- **EXERCISE DIRECTIONS**
Set down a word-for-word copy of the data below, limited to the lines from the first through the line with "width:19px; height:19px; translate:-50%".

- **AVAILABLE RECORDS**

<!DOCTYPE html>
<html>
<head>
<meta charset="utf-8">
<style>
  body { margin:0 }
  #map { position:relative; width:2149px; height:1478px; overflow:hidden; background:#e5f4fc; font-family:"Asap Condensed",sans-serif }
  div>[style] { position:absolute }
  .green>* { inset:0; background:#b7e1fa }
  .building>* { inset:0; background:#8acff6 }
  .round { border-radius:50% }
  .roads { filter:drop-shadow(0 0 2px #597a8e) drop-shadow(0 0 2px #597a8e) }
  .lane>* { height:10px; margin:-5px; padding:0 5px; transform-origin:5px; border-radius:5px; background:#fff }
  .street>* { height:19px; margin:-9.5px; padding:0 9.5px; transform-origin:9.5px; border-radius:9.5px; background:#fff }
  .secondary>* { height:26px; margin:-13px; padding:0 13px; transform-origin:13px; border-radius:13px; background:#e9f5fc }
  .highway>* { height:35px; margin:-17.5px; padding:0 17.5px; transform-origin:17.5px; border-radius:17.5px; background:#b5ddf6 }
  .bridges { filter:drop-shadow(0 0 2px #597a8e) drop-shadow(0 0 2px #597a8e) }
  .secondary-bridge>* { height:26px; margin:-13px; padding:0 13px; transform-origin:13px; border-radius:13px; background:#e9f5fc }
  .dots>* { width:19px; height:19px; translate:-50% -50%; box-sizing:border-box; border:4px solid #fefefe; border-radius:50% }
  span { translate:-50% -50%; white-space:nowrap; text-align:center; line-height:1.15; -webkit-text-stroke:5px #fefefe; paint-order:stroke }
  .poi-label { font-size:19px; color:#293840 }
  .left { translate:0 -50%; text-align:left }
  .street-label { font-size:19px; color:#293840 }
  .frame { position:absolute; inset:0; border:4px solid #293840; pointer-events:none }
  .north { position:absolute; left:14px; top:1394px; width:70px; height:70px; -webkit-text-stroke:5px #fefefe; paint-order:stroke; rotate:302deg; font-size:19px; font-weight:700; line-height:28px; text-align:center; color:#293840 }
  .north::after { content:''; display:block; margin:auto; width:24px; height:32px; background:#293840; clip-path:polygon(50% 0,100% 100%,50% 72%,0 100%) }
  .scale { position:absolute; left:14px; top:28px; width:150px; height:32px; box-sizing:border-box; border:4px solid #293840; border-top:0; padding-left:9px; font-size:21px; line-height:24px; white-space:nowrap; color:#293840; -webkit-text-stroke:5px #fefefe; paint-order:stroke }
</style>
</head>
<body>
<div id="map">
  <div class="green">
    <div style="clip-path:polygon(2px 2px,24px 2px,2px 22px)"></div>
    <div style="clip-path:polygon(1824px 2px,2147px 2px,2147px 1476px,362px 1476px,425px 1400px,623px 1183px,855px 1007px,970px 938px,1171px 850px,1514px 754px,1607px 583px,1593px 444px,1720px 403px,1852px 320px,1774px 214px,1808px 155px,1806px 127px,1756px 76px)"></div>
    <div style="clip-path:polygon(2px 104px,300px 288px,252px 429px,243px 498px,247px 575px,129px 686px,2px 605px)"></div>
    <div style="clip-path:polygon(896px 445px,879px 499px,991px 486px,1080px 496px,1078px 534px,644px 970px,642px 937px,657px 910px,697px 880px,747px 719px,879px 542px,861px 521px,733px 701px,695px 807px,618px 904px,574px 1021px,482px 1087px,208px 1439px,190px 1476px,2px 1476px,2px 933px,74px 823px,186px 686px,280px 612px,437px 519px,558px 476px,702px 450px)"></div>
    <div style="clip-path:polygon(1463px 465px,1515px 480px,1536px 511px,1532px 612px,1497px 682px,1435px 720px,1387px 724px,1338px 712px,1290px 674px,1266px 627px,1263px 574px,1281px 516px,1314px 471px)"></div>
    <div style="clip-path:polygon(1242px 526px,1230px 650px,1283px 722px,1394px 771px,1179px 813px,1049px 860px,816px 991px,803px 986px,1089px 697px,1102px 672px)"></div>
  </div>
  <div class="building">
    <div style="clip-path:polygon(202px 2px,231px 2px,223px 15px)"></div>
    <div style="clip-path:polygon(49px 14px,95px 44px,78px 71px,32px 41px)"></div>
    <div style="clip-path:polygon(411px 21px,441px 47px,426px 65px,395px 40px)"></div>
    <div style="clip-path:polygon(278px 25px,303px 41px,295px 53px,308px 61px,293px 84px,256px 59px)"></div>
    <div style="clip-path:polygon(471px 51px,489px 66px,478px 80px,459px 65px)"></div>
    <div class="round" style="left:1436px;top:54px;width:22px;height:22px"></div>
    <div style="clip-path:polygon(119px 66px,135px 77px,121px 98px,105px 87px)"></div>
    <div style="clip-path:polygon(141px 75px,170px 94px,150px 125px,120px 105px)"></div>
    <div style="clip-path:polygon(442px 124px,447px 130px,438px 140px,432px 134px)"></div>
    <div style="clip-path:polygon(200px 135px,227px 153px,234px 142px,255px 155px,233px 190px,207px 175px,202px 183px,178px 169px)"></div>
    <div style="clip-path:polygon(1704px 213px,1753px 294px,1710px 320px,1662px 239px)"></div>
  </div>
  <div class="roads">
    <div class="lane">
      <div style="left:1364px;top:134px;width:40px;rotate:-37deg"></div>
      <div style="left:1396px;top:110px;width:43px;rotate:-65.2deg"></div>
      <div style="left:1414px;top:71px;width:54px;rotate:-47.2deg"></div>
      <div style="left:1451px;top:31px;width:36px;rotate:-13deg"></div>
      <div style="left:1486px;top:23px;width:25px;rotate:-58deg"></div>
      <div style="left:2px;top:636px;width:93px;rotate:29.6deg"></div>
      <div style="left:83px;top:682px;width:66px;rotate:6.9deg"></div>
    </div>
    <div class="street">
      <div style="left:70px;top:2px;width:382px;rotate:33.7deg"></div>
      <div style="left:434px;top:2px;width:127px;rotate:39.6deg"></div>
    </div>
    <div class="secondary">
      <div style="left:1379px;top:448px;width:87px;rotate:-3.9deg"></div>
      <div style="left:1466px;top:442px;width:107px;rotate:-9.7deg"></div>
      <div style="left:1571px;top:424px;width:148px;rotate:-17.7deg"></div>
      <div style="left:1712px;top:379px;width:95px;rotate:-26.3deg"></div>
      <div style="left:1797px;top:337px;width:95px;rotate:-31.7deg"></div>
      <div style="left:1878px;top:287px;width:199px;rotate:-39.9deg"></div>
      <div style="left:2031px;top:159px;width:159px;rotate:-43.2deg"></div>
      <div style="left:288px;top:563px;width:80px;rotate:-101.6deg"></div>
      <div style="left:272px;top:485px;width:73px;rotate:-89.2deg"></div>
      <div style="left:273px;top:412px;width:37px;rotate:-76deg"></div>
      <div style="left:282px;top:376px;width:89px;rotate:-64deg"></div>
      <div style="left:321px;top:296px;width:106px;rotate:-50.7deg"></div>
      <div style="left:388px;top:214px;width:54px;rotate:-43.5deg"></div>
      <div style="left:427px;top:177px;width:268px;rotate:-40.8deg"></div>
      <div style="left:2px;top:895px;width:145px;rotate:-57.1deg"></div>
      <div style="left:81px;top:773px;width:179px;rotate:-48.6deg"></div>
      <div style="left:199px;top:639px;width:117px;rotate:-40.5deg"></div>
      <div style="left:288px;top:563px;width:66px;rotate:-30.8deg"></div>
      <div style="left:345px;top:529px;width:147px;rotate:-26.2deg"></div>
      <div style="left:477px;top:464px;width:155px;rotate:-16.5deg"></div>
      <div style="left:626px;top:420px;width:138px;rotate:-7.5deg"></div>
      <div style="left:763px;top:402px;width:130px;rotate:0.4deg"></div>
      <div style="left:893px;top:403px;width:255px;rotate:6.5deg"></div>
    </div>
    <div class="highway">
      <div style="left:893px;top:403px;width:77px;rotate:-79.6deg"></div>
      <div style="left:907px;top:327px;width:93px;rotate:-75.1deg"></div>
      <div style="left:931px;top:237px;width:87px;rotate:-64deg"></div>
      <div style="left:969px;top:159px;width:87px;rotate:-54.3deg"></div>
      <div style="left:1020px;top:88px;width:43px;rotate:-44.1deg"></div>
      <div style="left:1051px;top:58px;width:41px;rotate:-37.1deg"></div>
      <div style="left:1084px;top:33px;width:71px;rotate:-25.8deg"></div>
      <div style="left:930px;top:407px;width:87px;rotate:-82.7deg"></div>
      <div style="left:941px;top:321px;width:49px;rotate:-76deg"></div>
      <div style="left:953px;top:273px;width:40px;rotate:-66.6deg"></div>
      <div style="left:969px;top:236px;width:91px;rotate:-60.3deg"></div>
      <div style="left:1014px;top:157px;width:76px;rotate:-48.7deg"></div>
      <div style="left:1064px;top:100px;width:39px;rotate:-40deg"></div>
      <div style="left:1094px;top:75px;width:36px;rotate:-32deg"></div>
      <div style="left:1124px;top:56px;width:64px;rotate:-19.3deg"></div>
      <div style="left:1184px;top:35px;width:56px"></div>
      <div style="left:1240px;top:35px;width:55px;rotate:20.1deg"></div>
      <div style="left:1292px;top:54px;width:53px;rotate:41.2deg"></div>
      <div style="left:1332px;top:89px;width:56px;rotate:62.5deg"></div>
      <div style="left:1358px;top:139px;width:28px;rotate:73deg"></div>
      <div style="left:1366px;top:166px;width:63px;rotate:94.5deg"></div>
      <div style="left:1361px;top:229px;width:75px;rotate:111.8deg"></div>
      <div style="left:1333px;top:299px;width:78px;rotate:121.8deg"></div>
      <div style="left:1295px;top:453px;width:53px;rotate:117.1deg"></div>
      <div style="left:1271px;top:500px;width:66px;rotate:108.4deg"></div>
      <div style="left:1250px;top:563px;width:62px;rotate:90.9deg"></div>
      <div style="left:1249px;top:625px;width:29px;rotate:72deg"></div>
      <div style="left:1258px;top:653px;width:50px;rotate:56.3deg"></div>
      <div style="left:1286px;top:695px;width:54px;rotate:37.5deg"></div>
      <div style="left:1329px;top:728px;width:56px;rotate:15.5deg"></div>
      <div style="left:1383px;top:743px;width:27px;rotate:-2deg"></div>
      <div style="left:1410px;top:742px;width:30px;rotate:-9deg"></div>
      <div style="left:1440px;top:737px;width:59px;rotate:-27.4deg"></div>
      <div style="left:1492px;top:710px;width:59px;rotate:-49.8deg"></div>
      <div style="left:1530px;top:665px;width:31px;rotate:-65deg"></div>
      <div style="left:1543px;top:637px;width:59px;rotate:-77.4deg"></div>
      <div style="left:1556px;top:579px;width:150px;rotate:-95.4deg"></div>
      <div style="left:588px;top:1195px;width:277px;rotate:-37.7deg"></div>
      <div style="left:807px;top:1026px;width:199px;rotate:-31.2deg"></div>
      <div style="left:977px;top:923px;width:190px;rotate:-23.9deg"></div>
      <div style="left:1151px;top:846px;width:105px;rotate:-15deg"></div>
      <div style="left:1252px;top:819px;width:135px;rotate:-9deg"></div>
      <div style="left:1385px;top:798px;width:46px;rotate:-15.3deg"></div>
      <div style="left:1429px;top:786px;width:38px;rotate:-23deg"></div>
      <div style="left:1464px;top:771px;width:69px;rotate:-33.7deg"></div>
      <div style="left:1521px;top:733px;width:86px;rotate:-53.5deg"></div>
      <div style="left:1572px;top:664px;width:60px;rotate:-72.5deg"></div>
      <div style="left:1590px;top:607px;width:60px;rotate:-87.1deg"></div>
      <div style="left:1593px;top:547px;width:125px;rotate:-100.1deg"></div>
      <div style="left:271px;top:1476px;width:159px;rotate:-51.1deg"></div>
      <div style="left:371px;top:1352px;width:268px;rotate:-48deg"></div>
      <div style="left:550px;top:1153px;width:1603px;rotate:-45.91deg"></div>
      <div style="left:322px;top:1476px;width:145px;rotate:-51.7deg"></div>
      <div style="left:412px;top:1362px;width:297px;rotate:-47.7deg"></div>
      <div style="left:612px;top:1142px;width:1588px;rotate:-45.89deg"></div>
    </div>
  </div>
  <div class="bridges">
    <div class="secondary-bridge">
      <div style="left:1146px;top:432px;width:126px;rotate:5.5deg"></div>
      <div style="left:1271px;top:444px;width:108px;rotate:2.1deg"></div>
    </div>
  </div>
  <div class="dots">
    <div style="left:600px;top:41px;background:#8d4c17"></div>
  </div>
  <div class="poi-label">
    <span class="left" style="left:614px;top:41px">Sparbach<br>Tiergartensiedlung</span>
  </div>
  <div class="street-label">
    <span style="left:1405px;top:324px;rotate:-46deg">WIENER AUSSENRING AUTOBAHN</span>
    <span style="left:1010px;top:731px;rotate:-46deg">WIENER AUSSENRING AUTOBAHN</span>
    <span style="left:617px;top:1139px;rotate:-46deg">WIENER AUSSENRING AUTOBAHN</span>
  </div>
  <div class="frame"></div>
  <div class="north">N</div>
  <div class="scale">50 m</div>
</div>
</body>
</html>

- **RESPONSE**
<!DOCTYPE html>
<html>
<head>
<meta charset="utf-8">
<style>
  body { margin:0 }
  #map { position:relative; width:2149px; height:1478px; overflow:hidden; background:#e5f4fc; font-family:"Asap Condensed",sans-serif }
  div>[style] { position:absolute }
  .green>* { inset:0; background:#b7e1fa }
  .building>* { inset:0; background:#8acff6 }
  .round { border-radius:50% }
  .roads { filter:drop-shadow(0 0 2px #597a8e) drop-shadow(0 0 2px #597a8e) }
  .lane>* { height:10px; margin:-5px; padding:0 5px; transform-origin:5px; border-radius:5px; background:#fff }
  .street>* { height:19px; margin:-9.5px; padding:0 9.5px; transform-origin:9.5px; border-radius:9.5px; background:#fff }
  .secondary>* { height:26px; margin:-13px; padding:0 13px; transform-origin:13px; border-radius:13px; background:#e9f5fc }
  .highway>* { height:35px; margin:-17.5px; padding:0 17.5px; transform-origin:17.5px; border-radius:17.5px; background:#b5ddf6 }
  .bridges { filter:drop-shadow(0 0 2px #597a8e) drop-shadow(0 0 2px #597a8e) }
  .secondary-bridge>* { height:26px; margin:-13px; padding:0 13px; transform-origin:13px; border-radius:13px; background:#e9f5fc }
  .dots>* { width:19px; height:19px; translate:-50% -50%; box-sizing:border-box; border:4px solid #fefefe; border-radius:50% }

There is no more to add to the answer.